HALEAKALA parque nacional, Maui

HALEAKALA parque nacional, MauiHaleakala National Park é o lar de Haleakala Crater, um vulcão não ativo.É o pico mais alto deMaui. A subida superior a 10000 pés acima do nível do mar, Haleakala’s tem graciosa encostas pode ser visto de qualquer ponto da ilha. Haleakala significa “Casa do sol” em havaiano, e lenda que ele tem o semideus Maui.

O parque em si abrange uma gama de ambientes naturais. Pode-se viajar em cima dos picos mais altos do Haleakala Cratera e andar acima das nuvens ou você pode caminhar por paisagens coloridas, desolados desertos. Como o parque estende para fora da costa mais próxima ao nível do mar, você pode até mesmo visitar luxuriantes zonas tropicais cheio de cachoeiras e riachos.

Muitos visitantes e habitantes locais acordam cedo para se dirigir até Haleakala Crater para assistir ao nascer do sol.
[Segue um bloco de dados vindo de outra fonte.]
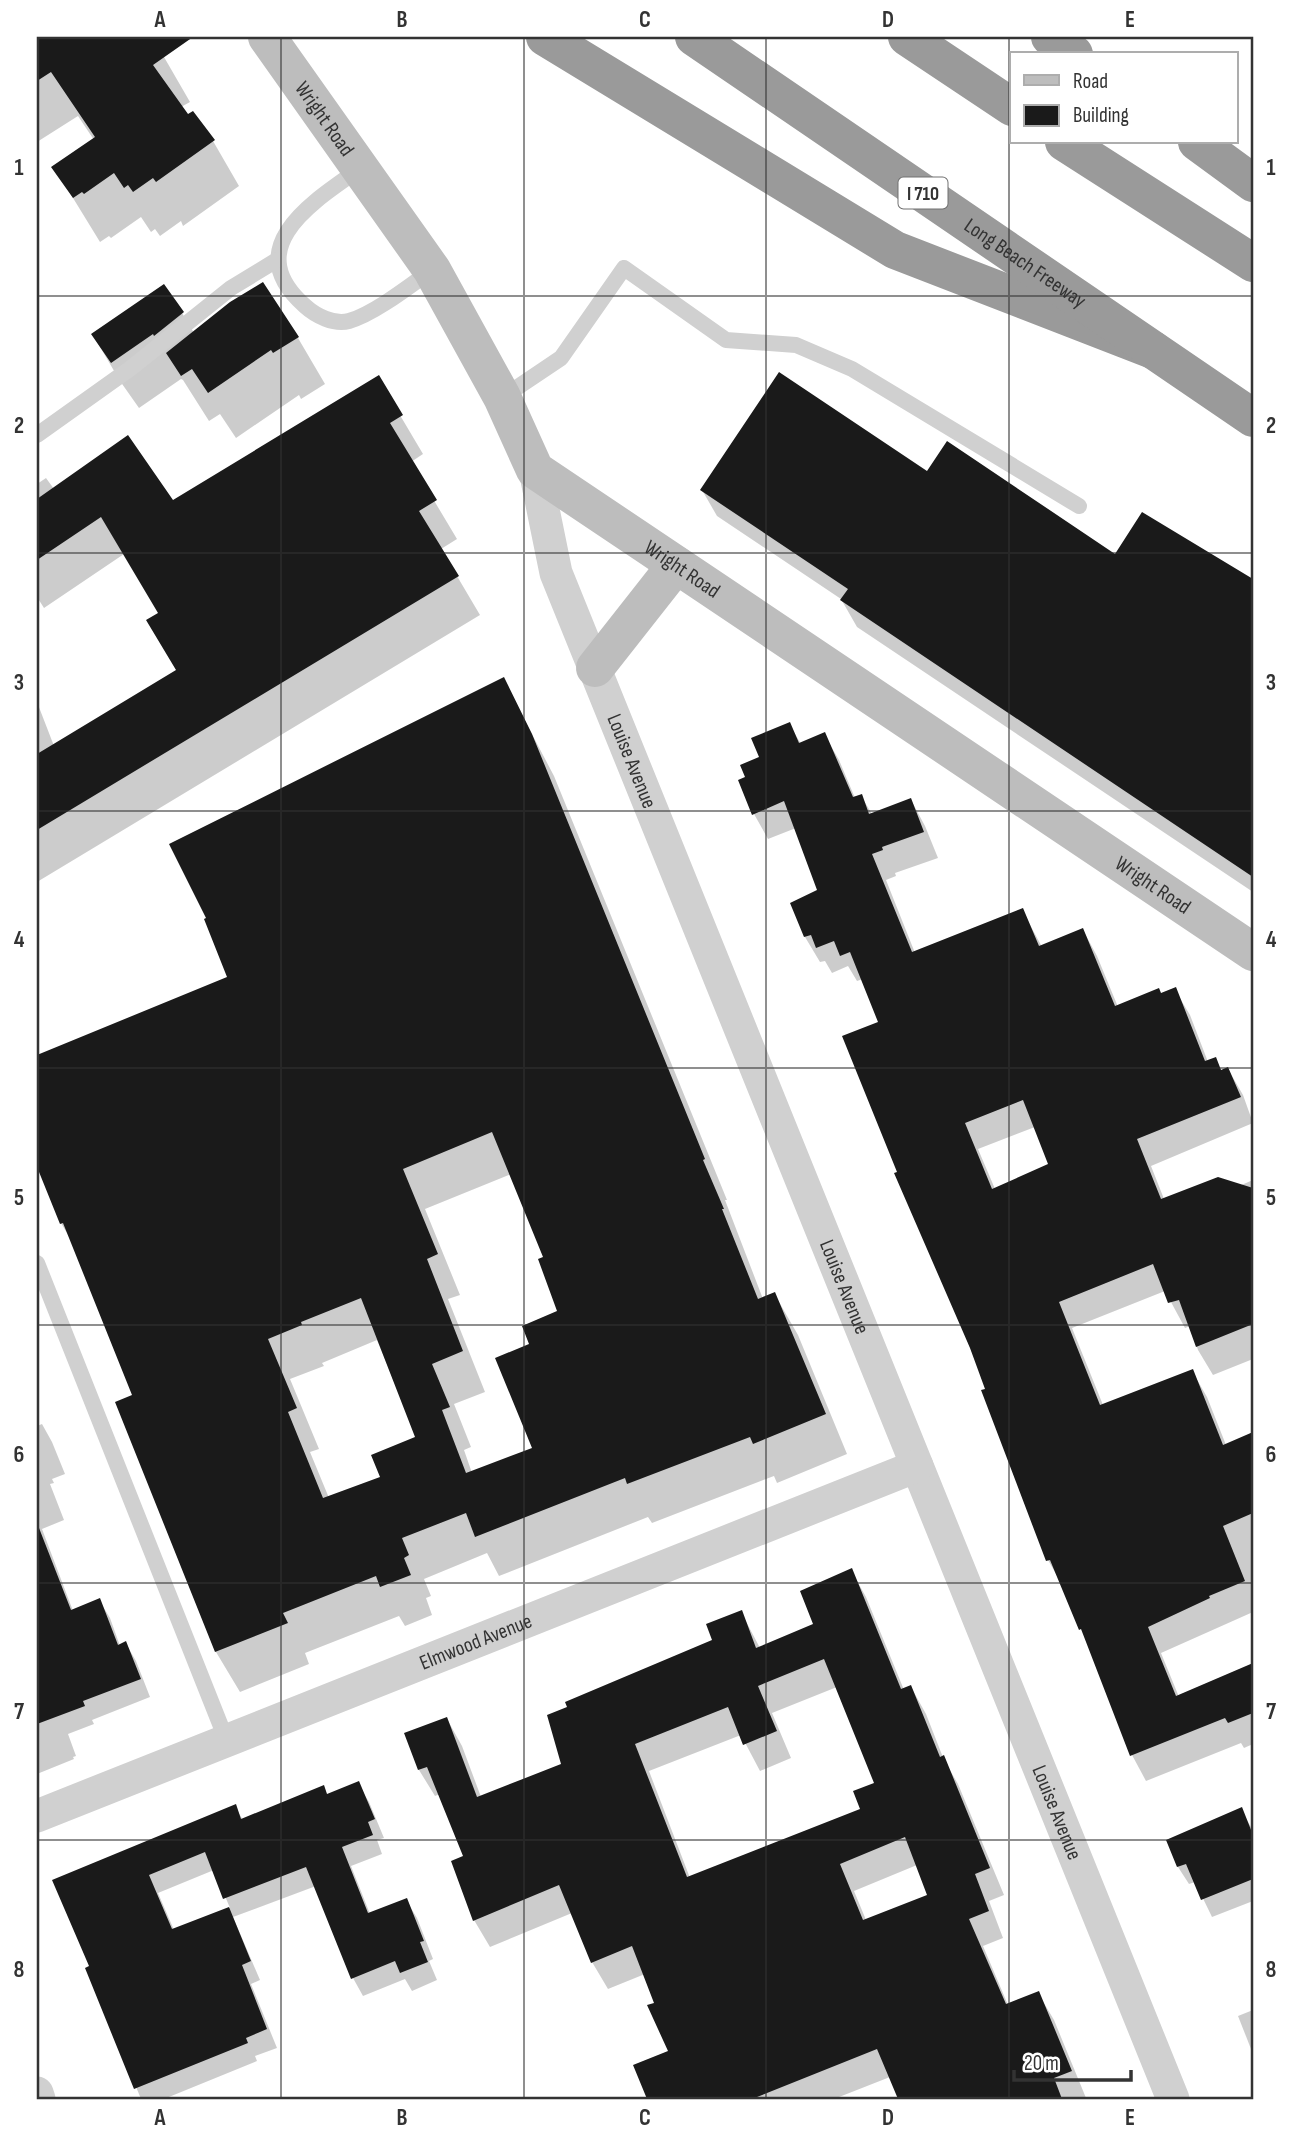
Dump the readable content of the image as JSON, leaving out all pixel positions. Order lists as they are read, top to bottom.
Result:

Em uma clara manhã, ver o nascer do sol a partir da cimeira de Haleakala é uma experiência inesquecível. Talvez tão espetaculares são Haleakala’s ao pôr-do-sol brilhante, céu estrelado revelados durante a noite.
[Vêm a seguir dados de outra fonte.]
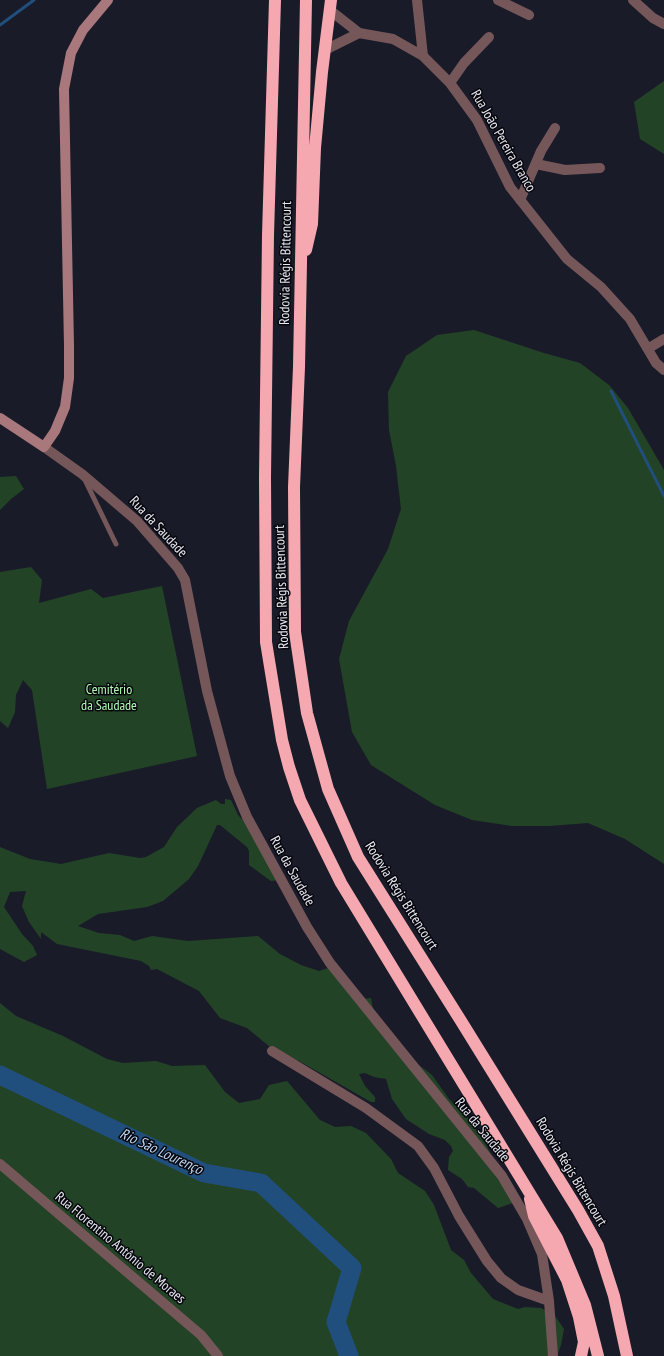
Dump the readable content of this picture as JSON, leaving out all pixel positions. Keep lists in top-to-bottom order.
{
  "streets": {
    "highway": ["Rodovia Régis Bittencourt"],
    "street": ["Rua João Pereira Branco", "Rua da Saudade", "Rua Florentino Antônio de Moraes"]
  },
  "water": ["Rio São Lourenço"],
  "parks": ["Cemitério da Saudade"]
}
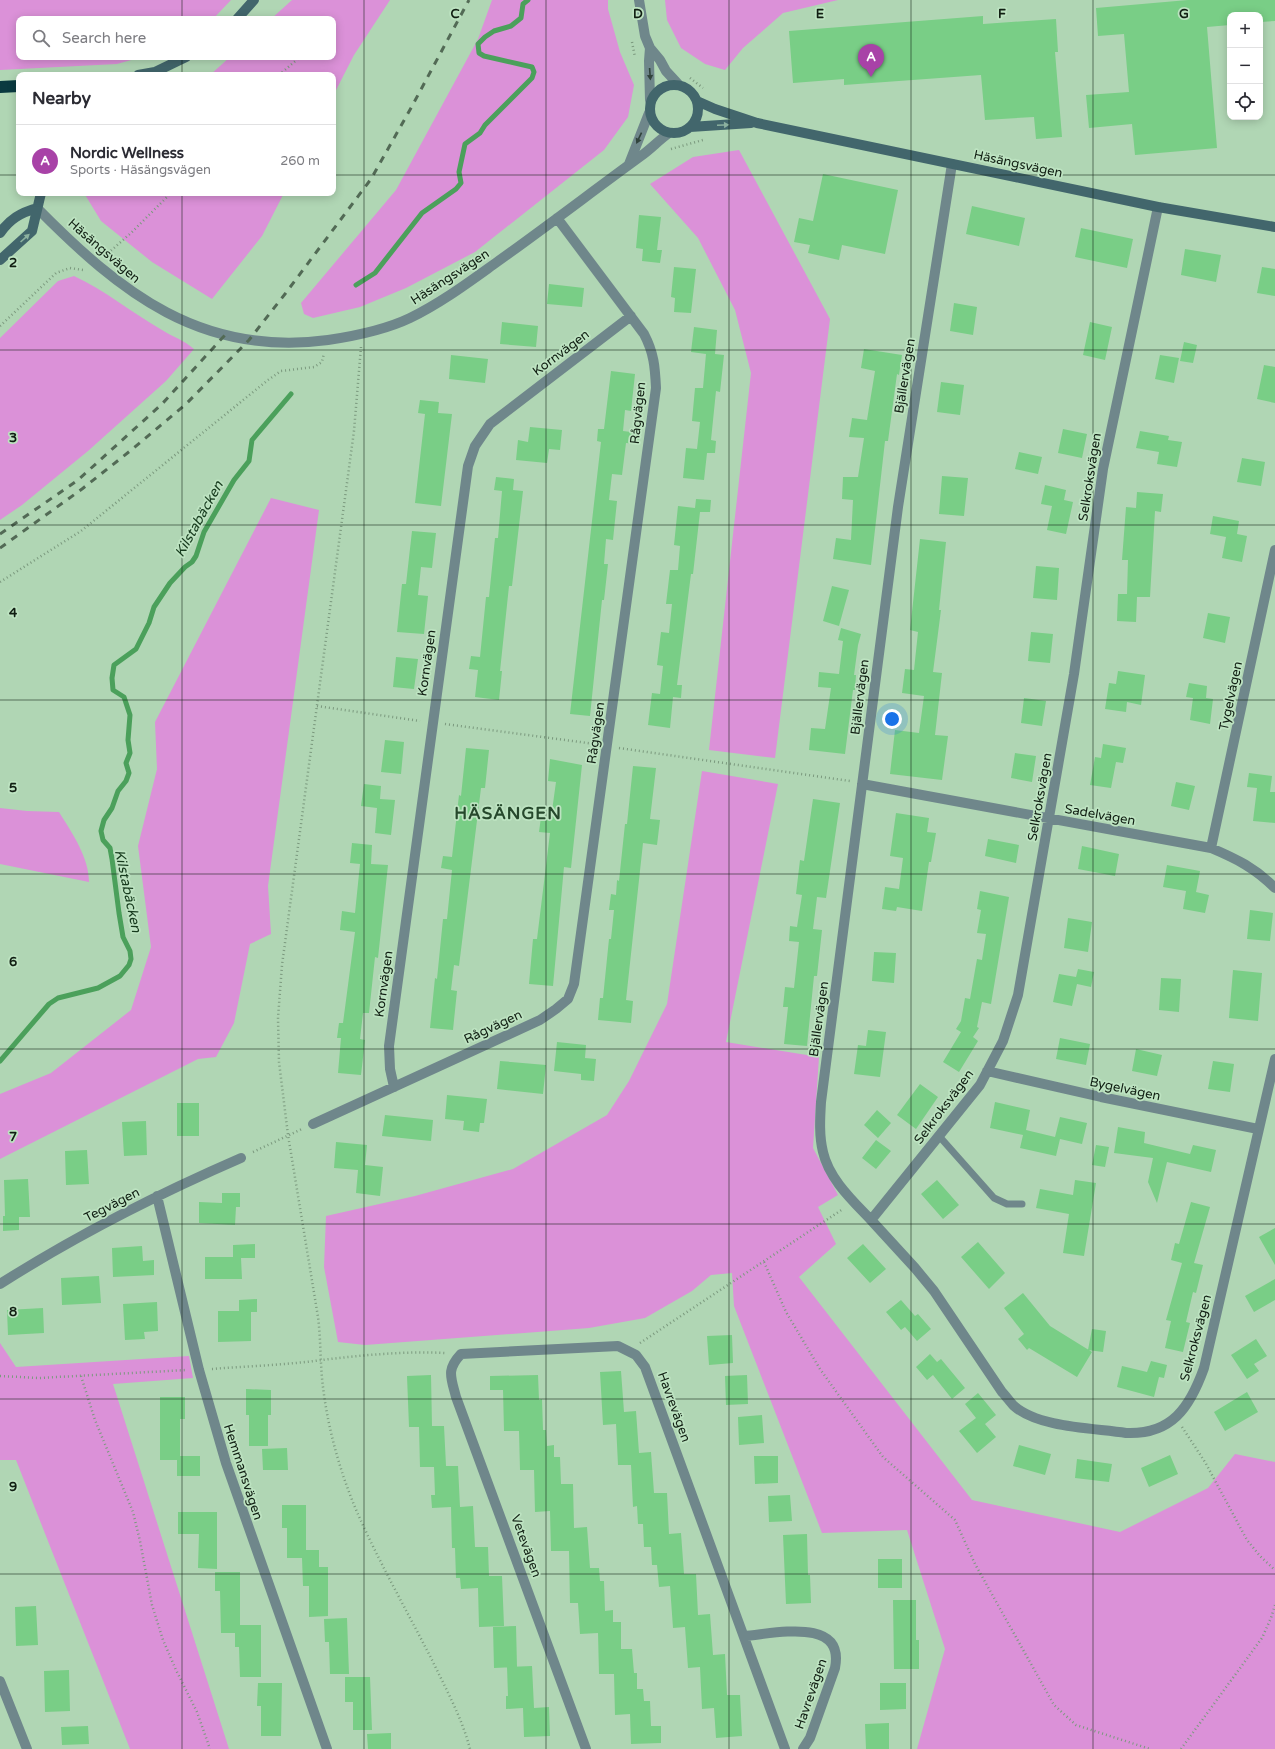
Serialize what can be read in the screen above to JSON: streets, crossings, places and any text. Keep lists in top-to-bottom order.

Você pode explorar Haleakala em seu próprio ritmo, de carro, bicicleta ou a pé. A longa estrada sinuosa Haleakala National Park, leva-se algum tempo para subir, mas vale a pena o esforço. Existem numerosas trilhas que oferecem vistas cênicas. Esta é uma das mais populares atracções turísticas de Maui.

Sede Central Park visitantes:
7000 metros acima do nível do mar, a Sede Central Park é a sua primeira parada. Este é o local perfeito para aprender sobre este extenso parque.
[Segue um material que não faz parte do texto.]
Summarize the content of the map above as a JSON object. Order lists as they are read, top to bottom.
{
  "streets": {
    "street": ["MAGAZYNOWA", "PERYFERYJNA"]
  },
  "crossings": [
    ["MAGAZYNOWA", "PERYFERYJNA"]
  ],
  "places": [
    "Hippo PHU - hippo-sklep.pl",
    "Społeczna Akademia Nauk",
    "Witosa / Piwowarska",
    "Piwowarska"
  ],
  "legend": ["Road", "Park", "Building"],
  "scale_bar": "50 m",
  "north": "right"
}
Haleakala visitante Center:
Em 9740 pés, o Haleakala Center é o melhor lugar para assistir ao nascer do sol Haleakala.

Kipahulu visitante Center:
Hana passe para aceder ao litoral Kipahulu visitante Center. Nesta imensidão se encontra uma bela pools de Oheo Gulch.

FACTOS RÁPIDOS
Nome: Haleakala National Park

O que é isso:
Scenic National Park, casa-de Haleakala Crater, o maior vulcão extinto na terra.

O que fazer:
Scenic drive, caminhadas, passeios bicicleta, descobrir plantas raras como o silversword, fotos maravilhosas, e pôr-do-sol memorável

O que levar:
Casaco, calças, cobertor, tênis para caminhada, alimentos, água, o tanque cheio de gasolina, protetor solar, máquina fotográfica. Não existe nenhum alimento ou gasolina no parque. Então, vá preparado. :)

As condições meteorológicas podem variar drásticamente,por isso leve roupas quentes e arejadas.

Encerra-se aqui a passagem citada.